--- HOW TO COMPLETE THIS TASK ---
Each line below with the word "linejoin" needs to be copied.

--- DATASET EXCERPTS ---
::::

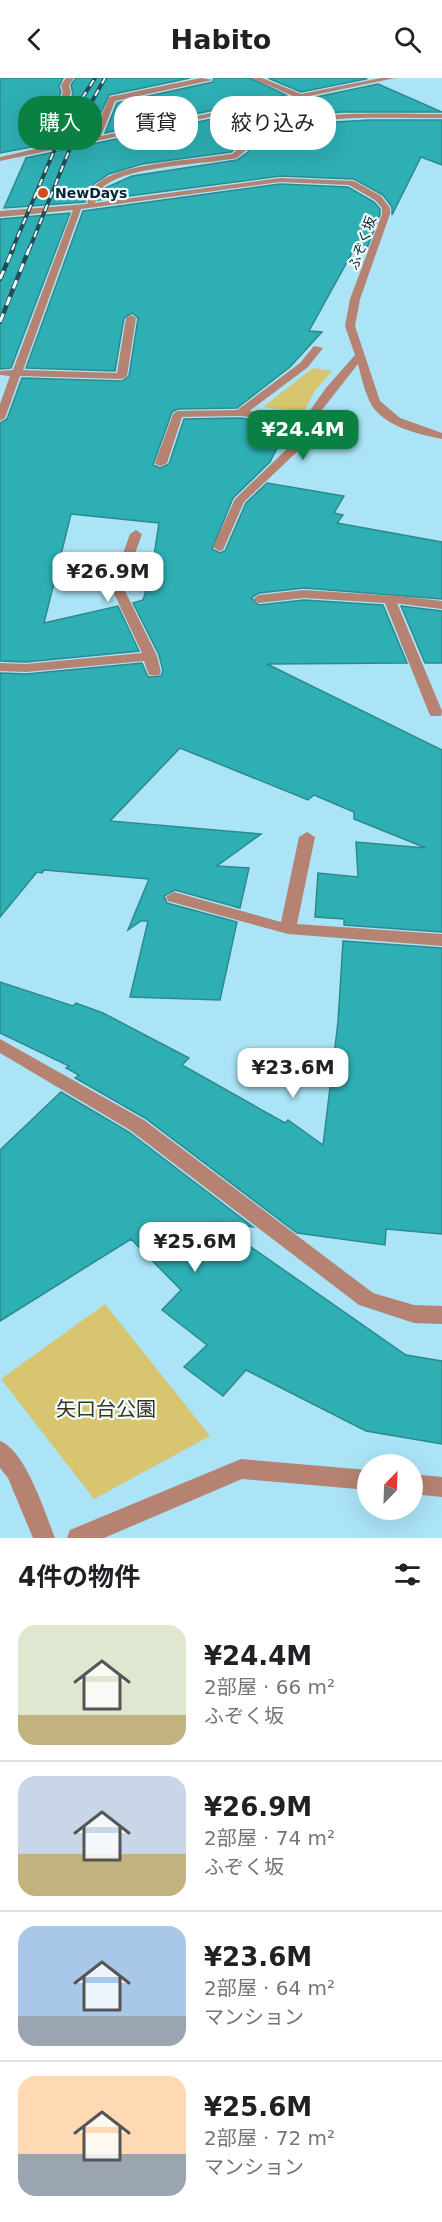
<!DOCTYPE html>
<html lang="ja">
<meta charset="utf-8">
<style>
:root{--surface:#fff;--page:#f2f2f2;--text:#202124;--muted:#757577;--line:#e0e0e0;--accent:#0b8043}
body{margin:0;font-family:"DejaVu Sans","Noto Sans JP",sans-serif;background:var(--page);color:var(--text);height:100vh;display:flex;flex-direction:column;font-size:22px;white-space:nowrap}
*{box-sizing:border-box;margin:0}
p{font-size:20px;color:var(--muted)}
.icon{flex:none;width:33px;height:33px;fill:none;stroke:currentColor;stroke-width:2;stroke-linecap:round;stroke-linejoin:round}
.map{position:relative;height:1460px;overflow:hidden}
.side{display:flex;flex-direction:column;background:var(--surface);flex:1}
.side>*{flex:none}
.top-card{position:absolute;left:18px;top:18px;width:406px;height:54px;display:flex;gap:12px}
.needle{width:39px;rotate:23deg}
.tools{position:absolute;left:357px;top:1376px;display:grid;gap:12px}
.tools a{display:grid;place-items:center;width:66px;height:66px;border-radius:50%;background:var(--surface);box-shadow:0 6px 24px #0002;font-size:30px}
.price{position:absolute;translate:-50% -51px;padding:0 14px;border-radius:12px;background:#fff;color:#222;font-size:20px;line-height:39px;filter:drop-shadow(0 2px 3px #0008)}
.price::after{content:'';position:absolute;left:50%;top:36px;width:18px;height:14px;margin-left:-9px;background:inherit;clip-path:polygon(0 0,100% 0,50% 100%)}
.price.current{background:var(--accent);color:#fff}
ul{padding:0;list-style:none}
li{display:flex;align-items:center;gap:18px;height:150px;padding:0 18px}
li+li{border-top:2px solid var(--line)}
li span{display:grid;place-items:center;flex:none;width:168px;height:120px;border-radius:18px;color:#555}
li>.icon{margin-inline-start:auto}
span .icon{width:72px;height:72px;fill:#fffc;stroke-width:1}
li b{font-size:26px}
h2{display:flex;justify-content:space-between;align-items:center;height:72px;padding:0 18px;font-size:26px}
.pill{padding:0 21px;border-radius:24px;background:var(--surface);box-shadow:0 6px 24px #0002;font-size:21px;line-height:54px}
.pill.current{background:var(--accent);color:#fff}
header{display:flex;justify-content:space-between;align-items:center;height:78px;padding:0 18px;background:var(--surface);font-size:27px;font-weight:800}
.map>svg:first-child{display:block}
</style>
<header><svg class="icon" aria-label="back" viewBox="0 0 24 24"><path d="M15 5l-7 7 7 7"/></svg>Habito<svg class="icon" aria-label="search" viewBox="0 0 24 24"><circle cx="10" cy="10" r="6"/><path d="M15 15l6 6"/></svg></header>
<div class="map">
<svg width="442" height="1460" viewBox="0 0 442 1460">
<rect width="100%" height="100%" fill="#aae4f6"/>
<!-- green -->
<path fill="#d7c66f" d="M313,290L332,293L314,314L304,334L263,329Z
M105,1226L210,1358L94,1421L1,1301Z"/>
<!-- building -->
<path fill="#2eafb4" stroke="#2c8a8e" stroke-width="1.5" d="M0,0H63L59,8L61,15L35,62L37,68L0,75Z
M76,0H190L109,17L91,57L48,66L47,63L73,16L71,7Z
M214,0H250L286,17L105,55L117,25L213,4Z
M268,0H364L366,1L301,14Z
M378,6L442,34H340L289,41L241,56L236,70L231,74L142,86L109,96L94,106L85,124L4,130L26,80Z
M369,42H442V87L421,79L392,137V129L383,117L354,101L280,98L98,122L105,110L132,98L237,82L248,74L251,63L272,55L319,45Z
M280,106L348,109L374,124L380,131V136L366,173L352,175L309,253L322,254L290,289L237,330L178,331L172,334L153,387L160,390L169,386L184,341L240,340L289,346L270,384L233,420L212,471L220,475L225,473L246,425L267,405L344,418L334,435L343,437L337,445L442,464V521L304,510L259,515L251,520L259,527L304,522L383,527L407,585L267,586L442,672V854L344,847V841L315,839L318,795L358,799L356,764L426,770L354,741V734L314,717L308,722L180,670L110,743L261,756L217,788L249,790L240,830L175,812L164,818L167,825L237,844L220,922L130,919L148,843H141L128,852L149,801L44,792L42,795L37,794L0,839V595L26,596L142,585L148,599L161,598L163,593L159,577L133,525L143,522L151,497L159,445L71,436L44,545L118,528L139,573L26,584L0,583V345L7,341L22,300L122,303L129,298L138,240L132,235L124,240L115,293L26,290L83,133Z
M70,135L11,290L0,291V141Z
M401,528L442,533V585H425Z
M343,863L442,870V1156L386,1151L385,1167L297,1155L145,1040L75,1000L79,997L66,990L69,988L0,955V904L73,928L76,925L103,935L189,980L182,987L285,1045L288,1042L323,1067L338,944Z
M61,1014L129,1054L253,1149L215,1144L406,1277L442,1283V1366L366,1353L246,1292L223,1318L184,1289L207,1267L162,1232L181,1212L131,1161L0,1243V1072Z"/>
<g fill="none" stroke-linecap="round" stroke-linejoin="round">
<!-- lane -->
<path fill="#b68271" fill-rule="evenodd" d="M314,268L323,270L308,289L244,337H236V333L300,285Z
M178,333L183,336L167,385L161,388L157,387L155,385L173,336Z
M304,512L394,518L442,633L441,638H431L429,635L385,525L304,520L259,525L253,521L259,517Z
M307,754L315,759L297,846L442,856V868L288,856L168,823L166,819L174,814L281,844L299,759Z
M0,961L144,1042L373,1215L414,1227L442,1228V1246L414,1245L359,1227L130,1052L0,975Z
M241,1381L368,1392V1412L242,1401L104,1460H67L70,1452Z
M412,1396L442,1399V1419L412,1416Z"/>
<!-- street -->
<path fill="#b68271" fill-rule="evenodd" d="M66,0H74L69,7L71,15L45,63L47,69L93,59L109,19L201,0L213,2L115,23L101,58L293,18L252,0H262L301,16L381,0H395L0,83V79L40,70L37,63L63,15L61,7Z
M442,36V40C379,41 307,34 249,61L246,72L237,80C201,87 132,87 104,108C99,112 97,119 95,125L280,100L354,103L381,118L390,130V136L360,221L355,248L380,323L400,340L442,355V361C418,356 380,348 369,322C364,311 361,298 358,286L314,342L300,371L244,424L223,472L219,473L213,469L235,421L291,367L302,345L240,338L178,339L173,336L178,333L240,332L306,338L326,310L355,277L345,248L350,221L382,136V130L375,122L349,107L280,104L81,131L23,292L117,295L126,240L131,237L136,240L127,298L122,301L20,298L5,340L0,343V326L10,298L0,297V293L13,292L73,132L0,139V133L87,126C89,119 91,110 98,105C124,84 197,82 232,76L238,71L242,58C303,30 376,36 442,36Z
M136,452L142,456L123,509L157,578L161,594L159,597H149L144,583L26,594L0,593V585L26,586L142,575L111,509L130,456Z
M390,517L442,523V531L386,524L384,521Z
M0,1363C26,1373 45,1435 55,1460H33L8,1400L0,1390Z"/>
<defs>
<path id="rail-far1" d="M12,172L65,47L95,0
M29,172L81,43L105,0"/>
<path id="rail" d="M0,201L13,171
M0,244L29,171"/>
</defs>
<!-- rail-far1 casing -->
<use href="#rail-far1" stroke="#244c57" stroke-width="4"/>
<!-- rail casing -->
<use href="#rail" stroke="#244c57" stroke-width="4.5"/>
<!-- rail-far1 -->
<use href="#rail-far1" stroke="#f3fcff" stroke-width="2" stroke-dasharray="7" stroke-linecap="butt"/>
<!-- rail -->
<use href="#rail" stroke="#f3fcff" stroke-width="3" stroke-dasharray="9" stroke-linecap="butt"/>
</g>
<!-- markers -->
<circle fill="#d24c17" stroke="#f3fcff" stroke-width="2" cx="43" cy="115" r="6"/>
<g text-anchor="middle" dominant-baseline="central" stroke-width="4.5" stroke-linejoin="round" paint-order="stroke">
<!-- far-poi labels -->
<g font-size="14" font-weight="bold" fill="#042731" stroke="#f3fcff" text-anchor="start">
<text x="55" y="115">NewDays</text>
</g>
<!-- far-street labels -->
<g font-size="14" fill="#042731" stroke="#f3fcff">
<text transform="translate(362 165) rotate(-70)">ふぞく坂</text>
</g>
<!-- near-park labels -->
<g font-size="20" fill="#3a351f" stroke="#f3fcff">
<text x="106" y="1331">矢口台公園</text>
</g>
</g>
</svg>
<div class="tools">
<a><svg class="needle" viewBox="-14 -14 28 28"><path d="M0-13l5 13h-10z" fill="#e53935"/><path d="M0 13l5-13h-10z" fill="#757577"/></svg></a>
</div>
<b class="price current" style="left:303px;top:383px">¥24.4M</b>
<b class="price" style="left:108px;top:525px">¥26.9M</b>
<b class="price" style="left:293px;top:1021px">¥23.6M</b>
<b class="price" style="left:195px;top:1195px">¥25.6M</b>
<div class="top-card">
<a class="pill current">購入</a>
<a class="pill">賃貸</a>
<a class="pill">絞り込み</a>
</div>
</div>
<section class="side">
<h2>4件の物件<svg class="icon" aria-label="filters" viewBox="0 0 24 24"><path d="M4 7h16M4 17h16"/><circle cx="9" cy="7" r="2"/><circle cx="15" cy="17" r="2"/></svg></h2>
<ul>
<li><span style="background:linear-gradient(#dfe7d0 75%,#c2b280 0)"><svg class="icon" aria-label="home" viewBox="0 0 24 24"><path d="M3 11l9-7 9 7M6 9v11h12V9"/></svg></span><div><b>¥24.4M</b><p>2部屋 · 66 m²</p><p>ふぞく坂</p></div></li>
<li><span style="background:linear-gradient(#c9d6e8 65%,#c2b280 0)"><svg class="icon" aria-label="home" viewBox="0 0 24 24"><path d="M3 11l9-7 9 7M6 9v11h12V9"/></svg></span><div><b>¥26.9M</b><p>2部屋 · 74 m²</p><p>ふぞく坂</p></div></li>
<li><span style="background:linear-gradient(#a9c7e8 75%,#9aa5b1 0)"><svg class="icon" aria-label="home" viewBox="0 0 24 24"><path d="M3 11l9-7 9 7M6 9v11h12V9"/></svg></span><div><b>¥23.6M</b><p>2部屋 · 64 m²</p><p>マンション</p></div></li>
<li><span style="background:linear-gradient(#ffd9b3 65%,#9aa5b1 0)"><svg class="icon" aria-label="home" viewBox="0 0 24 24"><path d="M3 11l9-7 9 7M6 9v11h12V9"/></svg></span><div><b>¥25.6M</b><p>2部屋 · 72 m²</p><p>マンション</p></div></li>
</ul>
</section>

::::

--- SOLUTION BELOW ---
.icon{flex:none;width:33px;height:33px;fill:none;stroke:currentColor;stroke-width:2;stroke-linecap:round;stroke-linejoin:round}
<g fill="none" stroke-linecap="round" stroke-linejoin="round">
<g text-anchor="middle" dominant-baseline="central" stroke-width="4.5" stroke-linejoin="round" paint-order="stroke">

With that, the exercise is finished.